Segment Start: Given data

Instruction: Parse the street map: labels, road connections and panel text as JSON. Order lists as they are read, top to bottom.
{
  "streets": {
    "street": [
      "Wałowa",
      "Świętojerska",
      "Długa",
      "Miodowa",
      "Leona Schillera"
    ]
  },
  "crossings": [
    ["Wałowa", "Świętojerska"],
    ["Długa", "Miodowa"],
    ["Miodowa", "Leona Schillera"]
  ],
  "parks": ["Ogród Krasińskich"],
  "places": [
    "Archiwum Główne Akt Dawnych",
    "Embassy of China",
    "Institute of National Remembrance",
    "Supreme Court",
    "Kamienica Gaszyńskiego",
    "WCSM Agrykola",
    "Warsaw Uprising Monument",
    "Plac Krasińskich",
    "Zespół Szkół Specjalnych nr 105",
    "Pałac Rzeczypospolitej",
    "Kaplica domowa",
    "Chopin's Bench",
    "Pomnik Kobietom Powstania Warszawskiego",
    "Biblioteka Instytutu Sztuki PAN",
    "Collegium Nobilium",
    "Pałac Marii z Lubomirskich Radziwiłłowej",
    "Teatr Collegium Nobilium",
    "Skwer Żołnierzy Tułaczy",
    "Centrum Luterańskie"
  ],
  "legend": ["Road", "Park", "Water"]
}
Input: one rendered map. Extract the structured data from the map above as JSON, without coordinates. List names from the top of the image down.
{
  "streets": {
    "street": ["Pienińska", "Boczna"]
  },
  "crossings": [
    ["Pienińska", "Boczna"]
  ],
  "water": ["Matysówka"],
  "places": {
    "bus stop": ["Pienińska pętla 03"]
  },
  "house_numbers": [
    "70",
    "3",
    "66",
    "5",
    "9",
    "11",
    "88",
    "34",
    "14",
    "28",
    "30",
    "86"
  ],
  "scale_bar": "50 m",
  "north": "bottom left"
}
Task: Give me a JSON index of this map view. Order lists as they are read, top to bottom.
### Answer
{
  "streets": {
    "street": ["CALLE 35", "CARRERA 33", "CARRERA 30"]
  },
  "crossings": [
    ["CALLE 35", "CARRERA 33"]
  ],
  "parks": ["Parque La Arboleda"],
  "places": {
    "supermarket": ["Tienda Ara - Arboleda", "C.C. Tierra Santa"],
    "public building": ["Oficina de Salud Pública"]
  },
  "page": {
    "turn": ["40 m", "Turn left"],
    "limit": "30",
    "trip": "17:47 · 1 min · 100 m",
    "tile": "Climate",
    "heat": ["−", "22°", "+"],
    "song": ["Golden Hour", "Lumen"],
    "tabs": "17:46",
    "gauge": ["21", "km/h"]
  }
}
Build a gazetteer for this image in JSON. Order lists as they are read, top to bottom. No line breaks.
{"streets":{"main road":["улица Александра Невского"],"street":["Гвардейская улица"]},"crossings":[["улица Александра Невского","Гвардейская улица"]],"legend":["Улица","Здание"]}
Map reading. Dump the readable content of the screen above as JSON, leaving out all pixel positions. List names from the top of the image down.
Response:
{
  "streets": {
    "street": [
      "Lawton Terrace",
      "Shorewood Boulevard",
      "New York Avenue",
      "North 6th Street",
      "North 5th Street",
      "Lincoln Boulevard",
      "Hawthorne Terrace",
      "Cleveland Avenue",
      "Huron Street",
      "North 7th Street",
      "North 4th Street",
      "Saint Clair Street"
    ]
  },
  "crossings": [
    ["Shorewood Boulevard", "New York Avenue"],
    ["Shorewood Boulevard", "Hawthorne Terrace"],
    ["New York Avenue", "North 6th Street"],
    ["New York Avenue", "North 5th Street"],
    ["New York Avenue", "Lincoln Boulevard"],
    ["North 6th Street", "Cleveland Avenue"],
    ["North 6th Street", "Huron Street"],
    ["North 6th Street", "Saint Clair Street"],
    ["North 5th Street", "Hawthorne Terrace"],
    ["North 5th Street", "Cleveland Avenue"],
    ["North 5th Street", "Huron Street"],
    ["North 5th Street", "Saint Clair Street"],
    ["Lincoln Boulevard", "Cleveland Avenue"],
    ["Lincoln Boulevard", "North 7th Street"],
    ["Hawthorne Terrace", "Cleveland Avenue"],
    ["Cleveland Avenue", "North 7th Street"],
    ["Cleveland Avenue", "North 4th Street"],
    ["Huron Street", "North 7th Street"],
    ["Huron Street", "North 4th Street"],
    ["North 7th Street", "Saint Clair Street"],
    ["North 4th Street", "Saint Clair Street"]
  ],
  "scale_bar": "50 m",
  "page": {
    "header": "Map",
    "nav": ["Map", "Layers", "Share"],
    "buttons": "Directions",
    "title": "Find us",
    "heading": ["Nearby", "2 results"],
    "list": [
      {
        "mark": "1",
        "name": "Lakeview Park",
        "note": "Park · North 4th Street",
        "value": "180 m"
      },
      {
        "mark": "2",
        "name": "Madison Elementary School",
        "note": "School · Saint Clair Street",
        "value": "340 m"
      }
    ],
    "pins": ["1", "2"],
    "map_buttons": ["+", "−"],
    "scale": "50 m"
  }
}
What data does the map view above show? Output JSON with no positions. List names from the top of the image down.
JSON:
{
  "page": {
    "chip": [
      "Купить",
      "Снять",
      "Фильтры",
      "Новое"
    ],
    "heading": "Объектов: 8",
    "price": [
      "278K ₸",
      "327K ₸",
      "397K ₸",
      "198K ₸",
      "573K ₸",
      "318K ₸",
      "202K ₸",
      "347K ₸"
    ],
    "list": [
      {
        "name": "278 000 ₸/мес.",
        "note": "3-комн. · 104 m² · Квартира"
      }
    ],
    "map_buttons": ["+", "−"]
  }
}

Segment End: Given data

_The problem_: Beginning with the line that has "Task: Give me" and ending with the line that has "Map reading. Dump", set down the lines above exactly and include no others.

_Your response_:
Task: Give me a JSON index of this map view. Order lists as they are read, top to bottom.
### Answer
{
  "streets": {
    "street": ["CALLE 35", "CARRERA 33", "CARRERA 30"]
  },
  "crossings": [
    ["CALLE 35", "CARRERA 33"]
  ],
  "parks": ["Parque La Arboleda"],
  "places": {
    "supermarket": ["Tienda Ara - Arboleda", "C.C. Tierra Santa"],
    "public building": ["Oficina de Salud Pública"]
  },
  "page": {
    "turn": ["40 m", "Turn left"],
    "limit": "30",
    "trip": "17:47 · 1 min · 100 m",
    "tile": "Climate",
    "heat": ["−", "22°", "+"],
    "song": ["Golden Hour", "Lumen"],
    "tabs": "17:46",
    "gauge": ["21", "km/h"]
  }
}
Build a gazetteer for this image in JSON. Order lists as they are read, top to bottom. No line breaks.
{"streets":{"main road":["улица Александра Невского"],"street":["Гвардейская улица"]},"crossings":[["улица Александра Невского","Гвардейская улица"]],"legend":["Улица","Здание"]}
Map reading. Dump the readable content of the screen above as JSON, leaving out all pixel positions. List names from the top of the image down.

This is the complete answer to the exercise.